What's really important here is that the wasm engines can stop supporting stage 1.

But that's the point: this is a plan for breaking the web. Asking websites to be updated is not a workable path on the Web. You absolutely must assume that there are web pages that won't be updated.

RossTate commented 5 years ago

wasm engine != browser. To support old websites, browser feeds stage 1 gc-wasm to the stage-1-to-stage-2 compiler, and then the result of that goes to the engine. This can likely be streamlined so that the stage-1-to-stage-2 compiler can execute while the code is being downloaded and so on.

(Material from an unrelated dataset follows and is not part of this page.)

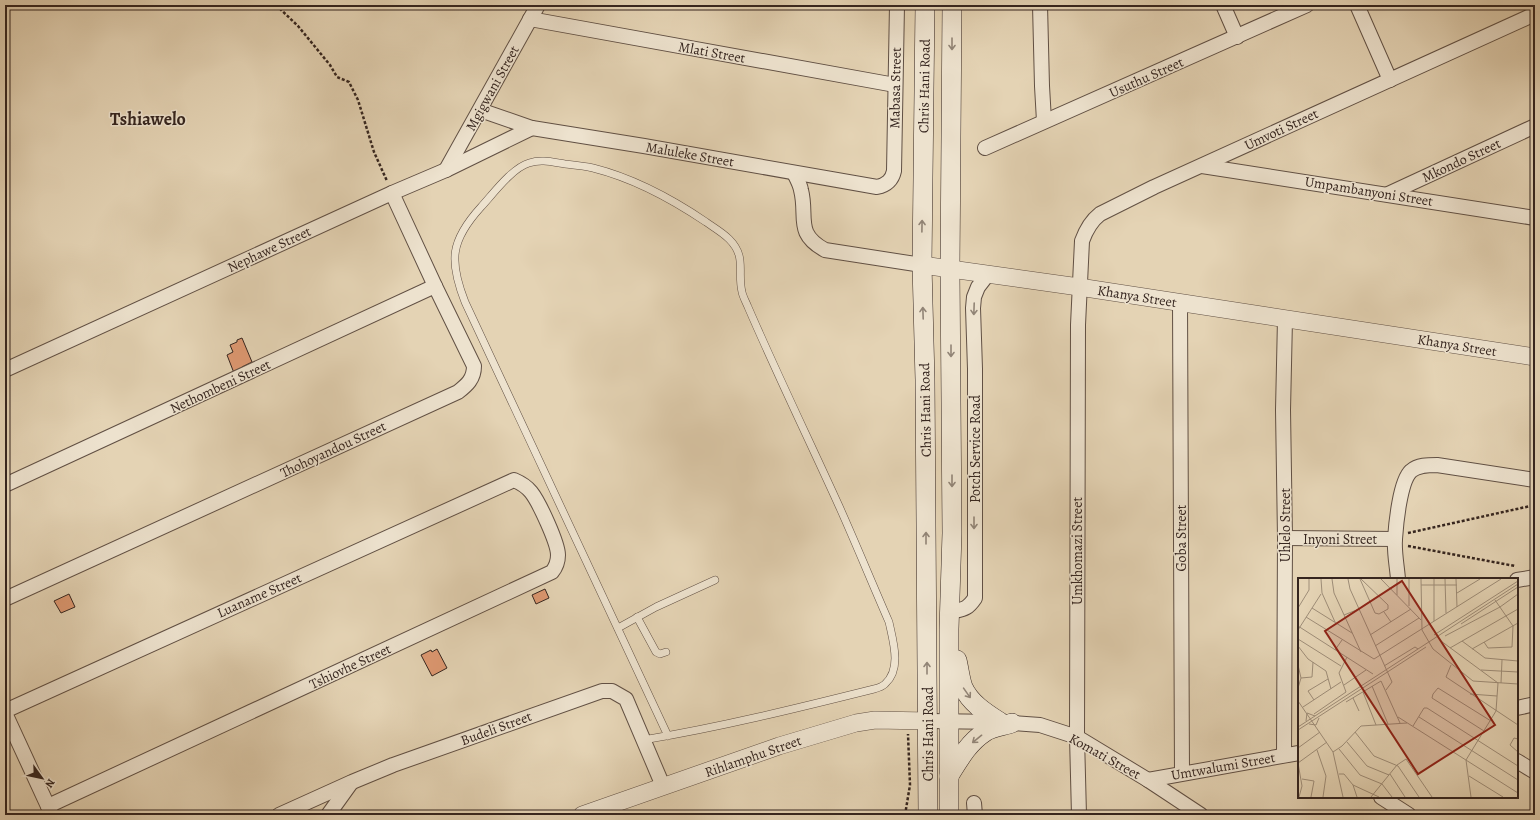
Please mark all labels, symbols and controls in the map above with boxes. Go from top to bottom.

rossberg commented 5 years ago

That's not a helpful distinction to make in practice, the support has to be maintained somewhere. Moreover, browsers and their engines typically can't afford anything that regresses their performance, be it for load times, execution, or otherwise. There is a lot of ugly game theory at play.

fgmccabe commented 5 years ago

I am personally not in favor of this approach. In fact, I believe that the GC proposal represents a kind of minimum of what is needed; even for untyped languages. Francis

On Wed, Oct 9, 2019 at 7:55 AM Andreas Rossberg notifications@github.com wrote:

That's not a helpful distinction to make in practice, the support has to be maintained somewhere. Moreover, browsers and their engines typically can't afford anything that regresses their performance, be it for load times, execution, or otherwise. There is a lot of ugly game theory at play.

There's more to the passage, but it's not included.